### Exercise objective:
Transcribe the listing exactly, leaving out every picture.

### Supplied records:
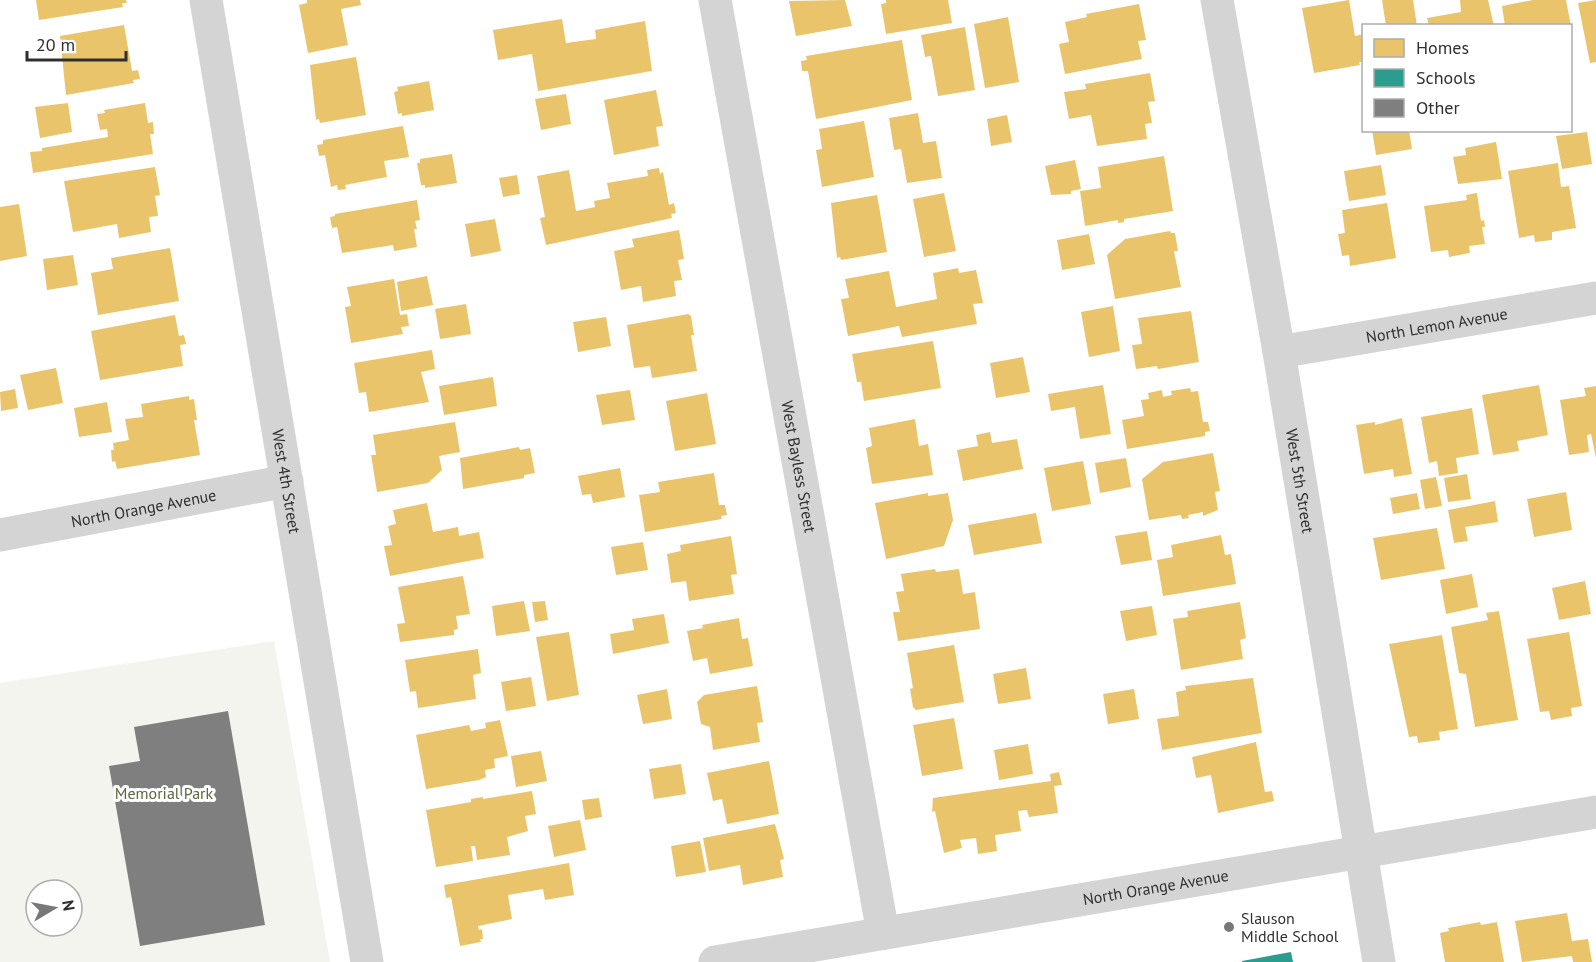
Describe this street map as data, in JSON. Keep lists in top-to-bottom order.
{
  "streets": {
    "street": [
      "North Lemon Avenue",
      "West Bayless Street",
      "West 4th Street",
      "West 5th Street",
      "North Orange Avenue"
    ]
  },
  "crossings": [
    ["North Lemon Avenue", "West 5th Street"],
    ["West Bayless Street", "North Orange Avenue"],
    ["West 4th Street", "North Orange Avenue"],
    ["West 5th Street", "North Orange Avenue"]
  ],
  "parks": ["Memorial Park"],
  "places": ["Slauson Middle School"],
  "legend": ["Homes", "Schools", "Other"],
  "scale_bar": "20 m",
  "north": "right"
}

### Result of this task:
Describe this street map as data, in JSON. Keep lists in top-to-bottom order.
{
  "streets": {
    "street": [
      "North Lemon Avenue",
      "West Bayless Street",
      "West 4th Street",
      "West 5th Street",
      "North Orange Avenue"
    ]
  },
  "crossings": [
    ["North Lemon Avenue", "West 5th Street"],
    ["West Bayless Street", "North Orange Avenue"],
    ["West 4th Street", "North Orange Avenue"],
    ["West 5th Street", "North Orange Avenue"]
  ],
  "parks": ["Memorial Park"],
  "places": ["Slauson Middle School"],
  "legend": ["Homes", "Schools", "Other"],
  "scale_bar": "20 m",
  "north": "right"
}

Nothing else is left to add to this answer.